Please use this identifier to cite or link to this item: http://localhost:8081/xmlui/handle/123456789/13175
Title: GENERATION AND LOAD SHEDDING SCHEDULING FOR DEMAND SIDE BIDDING
Authors: Kantibhai, Patel Mepal
Keywords: ELECTRICAL ENGINEERING;LOAD SHEDDING SCHEDULING;DEMAND SIDE BIDDING;HYBRID PARTICLE SWARM OPTIMIZATION METHOD
Issue Date: 2007
Abstract: In most instances, consumers have very little influence on the design of electricity market. Most electricity markets do not treat consumers as a genuine demand side capable of making rational decisions but simply as a load that need to be served under all conditions. If the demand side is allow for participating in the market then it would make electricity market more efficient and more competitive.
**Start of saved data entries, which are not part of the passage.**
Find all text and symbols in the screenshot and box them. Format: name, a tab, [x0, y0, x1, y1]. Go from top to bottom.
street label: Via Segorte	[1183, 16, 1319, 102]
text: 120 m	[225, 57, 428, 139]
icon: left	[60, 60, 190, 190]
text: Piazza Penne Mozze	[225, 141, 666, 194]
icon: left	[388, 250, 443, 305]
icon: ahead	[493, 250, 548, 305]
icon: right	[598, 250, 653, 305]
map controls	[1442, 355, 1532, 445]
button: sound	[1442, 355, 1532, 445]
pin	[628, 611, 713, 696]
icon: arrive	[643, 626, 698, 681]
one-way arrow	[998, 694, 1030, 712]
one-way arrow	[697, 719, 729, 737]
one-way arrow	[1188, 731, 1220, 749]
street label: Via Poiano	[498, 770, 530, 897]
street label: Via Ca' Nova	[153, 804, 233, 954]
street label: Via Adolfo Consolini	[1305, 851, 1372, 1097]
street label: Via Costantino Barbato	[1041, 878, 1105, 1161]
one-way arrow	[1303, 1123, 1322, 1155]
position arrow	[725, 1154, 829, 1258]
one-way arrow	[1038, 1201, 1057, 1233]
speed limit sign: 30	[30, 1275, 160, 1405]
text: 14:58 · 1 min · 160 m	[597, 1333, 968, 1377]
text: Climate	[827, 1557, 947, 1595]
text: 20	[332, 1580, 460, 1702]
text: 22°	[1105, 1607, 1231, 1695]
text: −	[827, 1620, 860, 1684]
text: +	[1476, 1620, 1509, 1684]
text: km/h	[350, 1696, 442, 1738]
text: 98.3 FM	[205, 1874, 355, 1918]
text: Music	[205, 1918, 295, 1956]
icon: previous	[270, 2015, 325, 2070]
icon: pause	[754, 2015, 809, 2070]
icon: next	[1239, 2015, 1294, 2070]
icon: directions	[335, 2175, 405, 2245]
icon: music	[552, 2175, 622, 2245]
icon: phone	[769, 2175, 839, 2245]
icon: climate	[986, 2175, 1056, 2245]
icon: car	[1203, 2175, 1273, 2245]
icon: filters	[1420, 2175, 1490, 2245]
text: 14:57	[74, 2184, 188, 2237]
With keeping this in mind, a market model has been proposed and analyzed in which both generators and consumers are participants; with energy and reserve are jointly dispatched. A simultaneous market for reserve considers spinning reserve from generators and interruptible loads. It is all about encouraging flexibility in the use of electricity by demand-side. Traditional formulation of the scheduling problem is not valid when load reduction is available. So, a composite model for optimal generation and load shedding scheduling is developed here. The market structure considered as a competitive power pool which accepts bids from both the generators and the consumers for energy and reserve and these form the objective function of the scheduling problem. This is minimized subject to several operating constraints. This formulation results into a mixed-integer nonlinear optimization problem which is solved using a new approach based on Hybrid Particle Swarm Optimization (HPSO) method. For handling the system constraints in HPSO, a method based on preserving feasibility of solution is applied. An approach based on the combination of Artificial Neural Network (ANN) and PSO is proposed to solve the scheduling problem. The extra scheduling introduced by demand side bidding in the reserve offers significant gains in economic efficiency.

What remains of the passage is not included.